[SUPPLIED DATA]
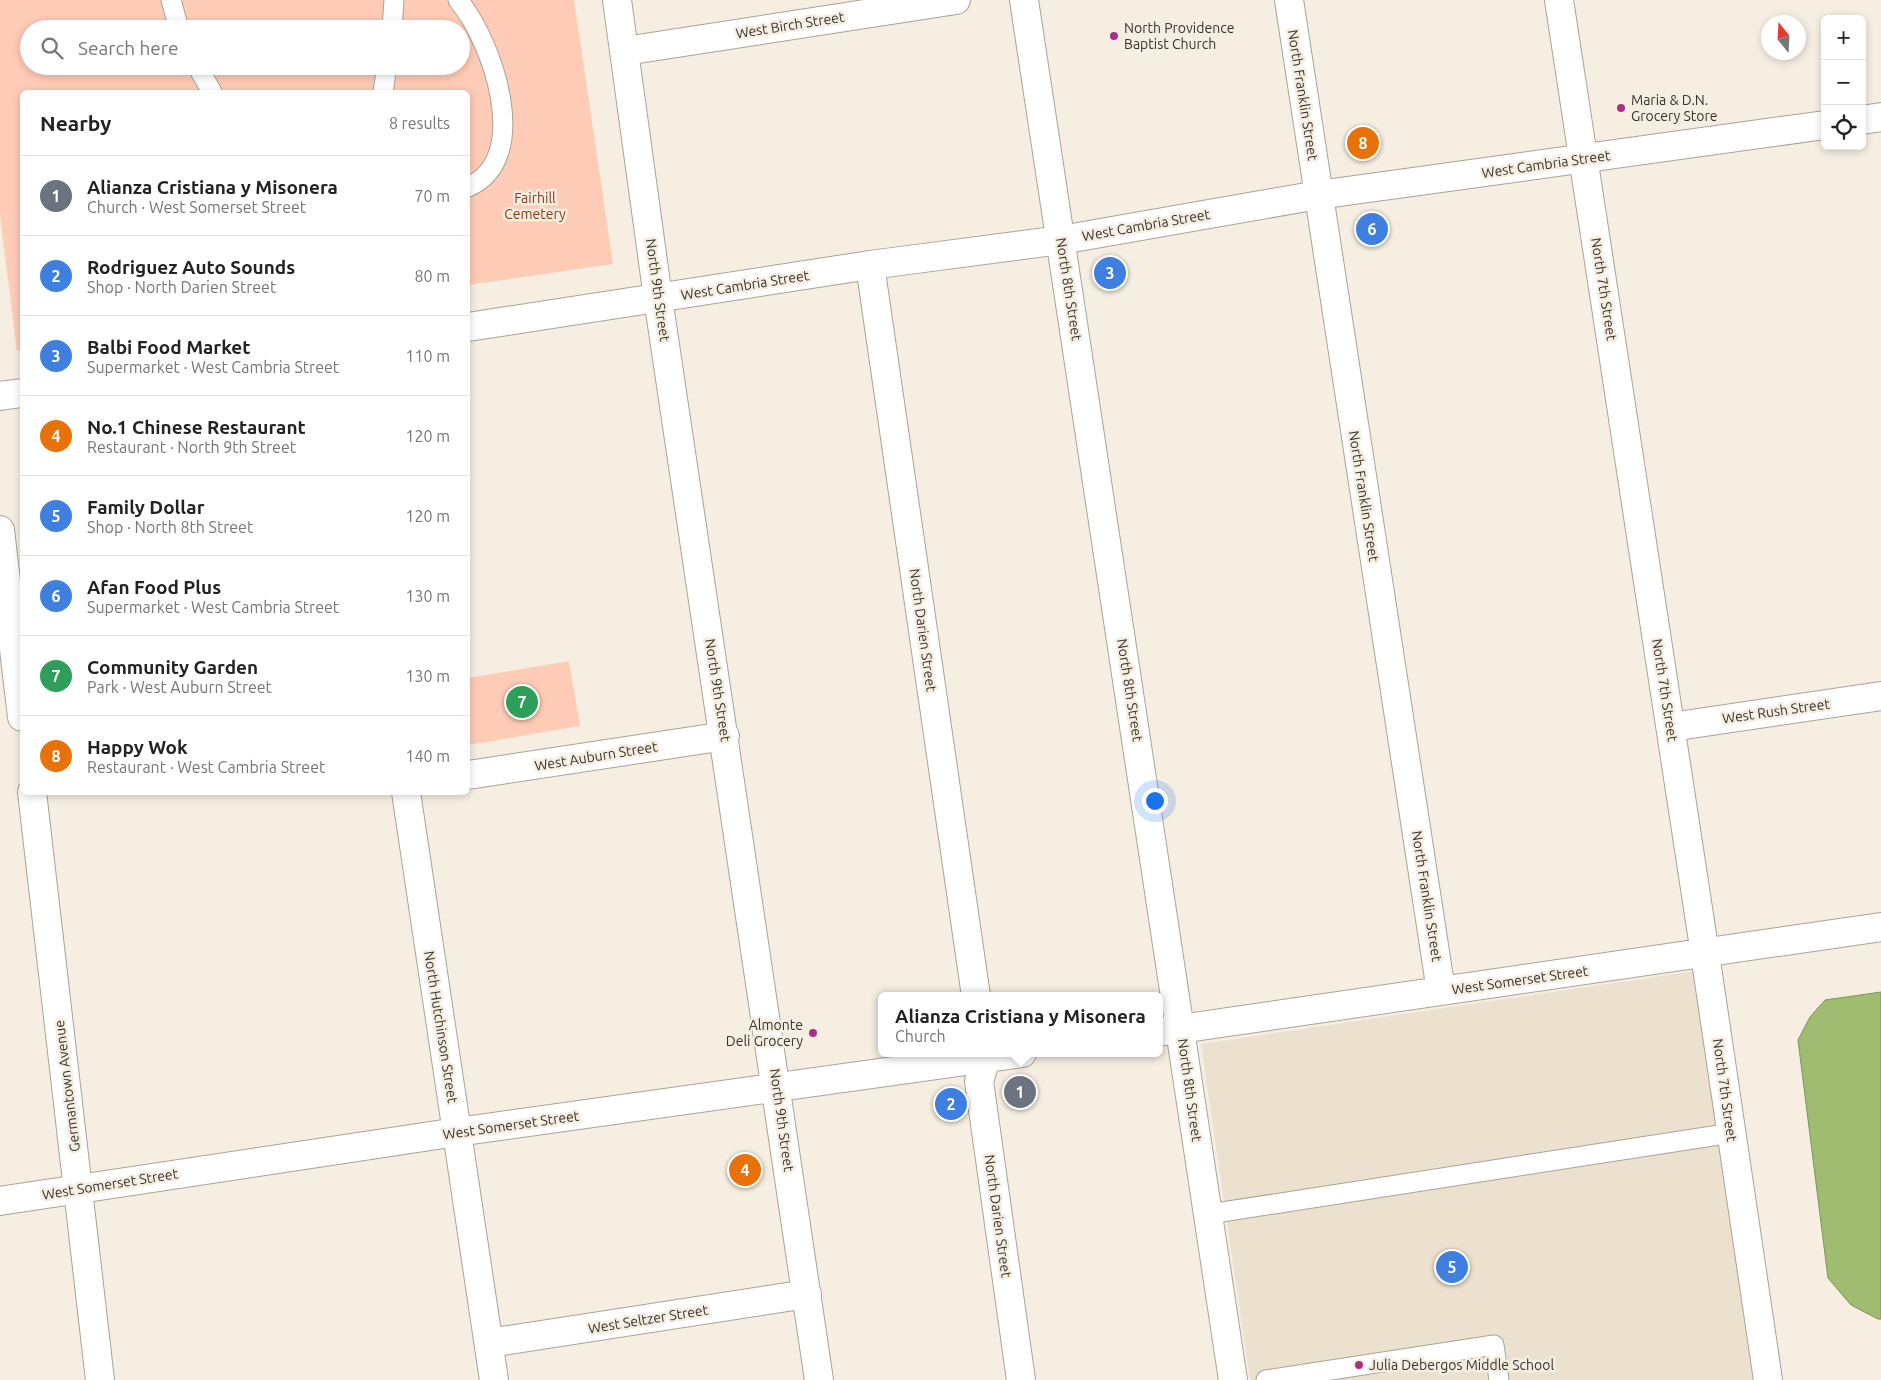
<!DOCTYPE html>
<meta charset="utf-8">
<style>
body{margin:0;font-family:Ubuntu,sans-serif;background:#f2f2f2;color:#222}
.controls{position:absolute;right:15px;top:15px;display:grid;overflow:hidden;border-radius:8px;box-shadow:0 2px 8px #0003}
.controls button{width:45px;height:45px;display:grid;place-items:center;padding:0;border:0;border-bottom:1px solid #e0e0e0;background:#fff;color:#222;font:25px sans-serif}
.compass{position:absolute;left:1761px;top:15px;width:45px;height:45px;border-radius:50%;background:#fff;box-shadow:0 2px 8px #0003;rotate:342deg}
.you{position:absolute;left:1154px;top:800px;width:18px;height:18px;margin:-12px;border:4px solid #fff;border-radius:50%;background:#1a73e8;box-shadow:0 0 0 8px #1a73e833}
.badge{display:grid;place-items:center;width:32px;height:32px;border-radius:50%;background:#d93025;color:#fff;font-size:16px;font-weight:700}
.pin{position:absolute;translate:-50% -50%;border:2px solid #fff;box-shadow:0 1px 5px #0006}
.popup{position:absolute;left:878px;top:992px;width:285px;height:65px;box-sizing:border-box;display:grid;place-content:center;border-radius:8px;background:#fff;filter:drop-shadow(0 1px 4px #0005);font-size:16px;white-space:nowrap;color:#767676}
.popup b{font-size:19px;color:#222}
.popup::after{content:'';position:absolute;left:50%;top:100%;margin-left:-10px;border:10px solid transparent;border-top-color:#fff}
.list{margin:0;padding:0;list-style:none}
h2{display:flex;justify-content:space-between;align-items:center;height:65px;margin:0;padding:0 20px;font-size:21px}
h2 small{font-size:16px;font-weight:400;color:#767676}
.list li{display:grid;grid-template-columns:32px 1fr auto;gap:15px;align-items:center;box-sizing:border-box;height:80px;padding:0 20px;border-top:1px solid #e0e0e0}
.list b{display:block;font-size:19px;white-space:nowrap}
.list p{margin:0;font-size:16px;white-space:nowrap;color:#767676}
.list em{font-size:16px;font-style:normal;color:#767676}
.icon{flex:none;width:28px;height:28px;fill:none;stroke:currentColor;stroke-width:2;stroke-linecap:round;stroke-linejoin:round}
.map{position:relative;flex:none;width:1881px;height:1380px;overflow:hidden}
.search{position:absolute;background:#fff;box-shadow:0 2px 8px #0003;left:20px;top:20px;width:450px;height:55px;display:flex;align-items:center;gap:12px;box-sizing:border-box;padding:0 18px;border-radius:28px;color:#767676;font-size:19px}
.panel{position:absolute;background:#fff;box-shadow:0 2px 8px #0003;left:20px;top:90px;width:450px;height:705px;border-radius:8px}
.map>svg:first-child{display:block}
.built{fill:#ebe1ce}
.green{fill:#fecbb6;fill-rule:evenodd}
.water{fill:#9fbc71;stroke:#80935d}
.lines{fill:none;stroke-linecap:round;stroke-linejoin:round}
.service-casing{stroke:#a9a397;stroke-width:21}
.minor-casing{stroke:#a9a397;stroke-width:30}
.tertiary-casing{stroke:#a9a397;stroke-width:30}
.service{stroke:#fff;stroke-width:19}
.minor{stroke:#fff;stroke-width:28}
.tertiary{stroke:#fff;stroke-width:28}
.poi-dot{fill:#a93084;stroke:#f5eee1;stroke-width:2}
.labels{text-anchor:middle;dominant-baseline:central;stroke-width:5;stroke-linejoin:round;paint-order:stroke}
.street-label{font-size:14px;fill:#36332e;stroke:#f5eee1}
.poi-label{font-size:14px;fill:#36332e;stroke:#f5eee1;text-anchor:start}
.park-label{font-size:14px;fill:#803a18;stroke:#f5eee1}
</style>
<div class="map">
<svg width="1881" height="1380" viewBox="0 0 1881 1380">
<rect width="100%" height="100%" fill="#f5eee1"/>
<path class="built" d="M1696,971l59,409h-505l-49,-336z"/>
<path class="green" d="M0,0h574l39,264 -145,21v-193h-446v258l-5,1 -17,-135zM29,29h432v37h-432z
M569,661l11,65 -112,19v-67z"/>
<path class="water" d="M1881,992v327h-3l-27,-14 -23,-27 -30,-238 12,-23 15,-17z"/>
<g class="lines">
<g class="service-casing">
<path id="service" d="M171,0l8,29
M458,0c34,40 76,159 10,187
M392,29l2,-29
M197,66l15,26
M383,92l4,-26
M1209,1214l523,-81
M1266,1380l228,-35 5,35"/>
</g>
<g class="minor-casing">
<path id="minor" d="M617,0l41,298 161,1082
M1024,0l209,1380
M1289,0l152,991
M1559,0l146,954 63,426
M625,51l331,-51
M870,265l106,731
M1671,727l210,-31
M468,775l257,-39
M406,792l88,588
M1159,1032l722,-105
M985,1053l1,6 -7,22 42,299
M0,1201l457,-69 565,-79
M489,1343l318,-49"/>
</g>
<g class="tertiary-casing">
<path id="tertiary" d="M1862,120l19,-3
M468,327l402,-62 191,-25 257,-45 507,-70
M0,396l22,-3
M0,530l22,187
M32,792l68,588"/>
</g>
<use href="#service" class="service"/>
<use href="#minor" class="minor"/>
<use href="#tertiary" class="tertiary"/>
</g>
<g class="poi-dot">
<circle cx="1114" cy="36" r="5"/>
<circle cx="1621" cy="108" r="5"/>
<circle cx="813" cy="1033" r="5"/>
<circle cx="1359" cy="1365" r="5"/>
</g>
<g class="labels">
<g class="street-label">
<text transform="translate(790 25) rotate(-9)">West Birch Street</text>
<text transform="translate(1303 95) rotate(81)">North Franklin Street</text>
<text transform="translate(1546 164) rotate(-8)">West Cambria Street</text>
<text transform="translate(1146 225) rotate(-10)">West Cambria Street</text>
<text transform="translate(745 285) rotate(-9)">West Cambria Street</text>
<text transform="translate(1069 289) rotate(81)">North 8th Street</text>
<text transform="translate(1604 289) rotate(81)">North 7th Street</text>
<text transform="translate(658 290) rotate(82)">North 9th Street</text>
<text transform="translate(1364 496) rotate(81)">North Franklin Street</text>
<text transform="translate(923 630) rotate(82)">North Darien Street</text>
<text transform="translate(718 690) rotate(81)">North 9th Street</text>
<text transform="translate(1130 690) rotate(81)">North 8th Street</text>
<text transform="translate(1665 690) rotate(81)">North 7th Street</text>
<text transform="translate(1776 711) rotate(-8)">West Rush Street</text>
<text transform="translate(596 756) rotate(-9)">West Auburn Street</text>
<text transform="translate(1427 896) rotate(81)">North Franklin Street</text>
<text transform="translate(1520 980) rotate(-8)">West Somerset Street</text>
<text transform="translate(441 1027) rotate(81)">North Hutchinson Street</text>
<text transform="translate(67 1086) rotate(-97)">Germantown Avenue</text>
<text transform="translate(1190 1090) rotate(82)">North 8th Street</text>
<text transform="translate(1725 1090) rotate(82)">North 7th Street</text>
<text transform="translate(782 1120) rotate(82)">North 9th Street</text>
<text transform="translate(511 1125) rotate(-8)">West Somerset Street</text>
<text transform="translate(110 1184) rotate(-9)">West Somerset Street</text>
<text transform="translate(998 1216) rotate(82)">North Darien Street</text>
<text transform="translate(648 1319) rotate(-9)">West Seltzer Street</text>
</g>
<g class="poi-label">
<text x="1124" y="28">North Providence<tspan x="1124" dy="16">Baptist Church</tspan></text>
<text x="1631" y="100">Maria &amp; D.N.<tspan x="1631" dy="16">Grocery Store</tspan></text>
<text x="803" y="1025" text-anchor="end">Almonte<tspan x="803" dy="16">Deli Grocery</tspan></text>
<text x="1369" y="1365">Julia Debergos Middle School</text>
</g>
<g class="park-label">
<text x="535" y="198">Fairhill<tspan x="535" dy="16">Cemetery</tspan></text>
</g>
</g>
</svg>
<div class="controls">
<button>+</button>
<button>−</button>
<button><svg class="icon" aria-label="locate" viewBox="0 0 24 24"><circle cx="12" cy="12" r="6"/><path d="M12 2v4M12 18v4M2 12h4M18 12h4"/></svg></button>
</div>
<svg class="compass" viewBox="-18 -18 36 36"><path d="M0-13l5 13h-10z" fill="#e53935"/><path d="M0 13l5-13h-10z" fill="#767676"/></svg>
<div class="you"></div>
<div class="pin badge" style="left:1020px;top:1092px;background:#6b7280">1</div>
<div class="popup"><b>Alianza Cristiana y Misonera</b>Church</div>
<div class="pin badge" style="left:951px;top:1104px;background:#3f7fe0">2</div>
<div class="pin badge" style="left:1110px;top:273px;background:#3f7fe0">3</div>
<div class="pin badge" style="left:745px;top:1170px;background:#e8710a">4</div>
<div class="pin badge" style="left:1452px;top:1267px;background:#3f7fe0">5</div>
<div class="pin badge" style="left:1372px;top:229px;background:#3f7fe0">6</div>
<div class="pin badge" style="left:522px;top:702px;background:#2e9e5b">7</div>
<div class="pin badge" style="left:1363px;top:143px;background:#e8710a">8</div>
<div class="search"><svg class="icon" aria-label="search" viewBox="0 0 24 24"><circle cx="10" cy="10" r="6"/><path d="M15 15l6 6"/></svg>Search here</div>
<section class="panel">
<h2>Nearby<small>8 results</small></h2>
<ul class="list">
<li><span class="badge" style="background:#6b7280">1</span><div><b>Alianza Cristiana y Misonera</b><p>Church · West Somerset Street</p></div><em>70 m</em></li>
<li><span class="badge" style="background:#3f7fe0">2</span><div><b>Rodriguez Auto Sounds</b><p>Shop · North Darien Street</p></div><em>80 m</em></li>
<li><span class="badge" style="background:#3f7fe0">3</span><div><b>Balbi Food Market</b><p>Supermarket · West Cambria Street</p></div><em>110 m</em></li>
<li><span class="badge" style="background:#e8710a">4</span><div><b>No.1 Chinese Restaurant</b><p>Restaurant · North 9th Street</p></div><em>120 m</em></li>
<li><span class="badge" style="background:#3f7fe0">5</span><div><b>Family Dollar</b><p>Shop · North 8th Street</p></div><em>120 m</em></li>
<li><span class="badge" style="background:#3f7fe0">6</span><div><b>Afan Food Plus</b><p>Supermarket · West Cambria Street</p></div><em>130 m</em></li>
<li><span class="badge" style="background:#2e9e5b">7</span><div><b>Community Garden</b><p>Park · West Auburn Street</p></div><em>130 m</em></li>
<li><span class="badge" style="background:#e8710a">8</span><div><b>Happy Wok</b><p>Restaurant · West Cambria Street</p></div><em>140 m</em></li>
</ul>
</section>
</div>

[TASK GOAL] Which lines in the listing hold the word "nowrap"? Copy them out.

[RESULT OF THIS TASK]
.popup{position:absolute;left:878px;top:992px;width:285px;height:65px;box-sizing:border-box;display:grid;place-content:center;border-radius:8px;background:#fff;filter:drop-shadow(0 1px 4px #0005);font-size:16px;white-space:nowrap;color:#767676}
.list b{display:block;font-size:19px;white-space:nowrap}
.list p{margin:0;font-size:16px;white-space:nowrap;color:#767676}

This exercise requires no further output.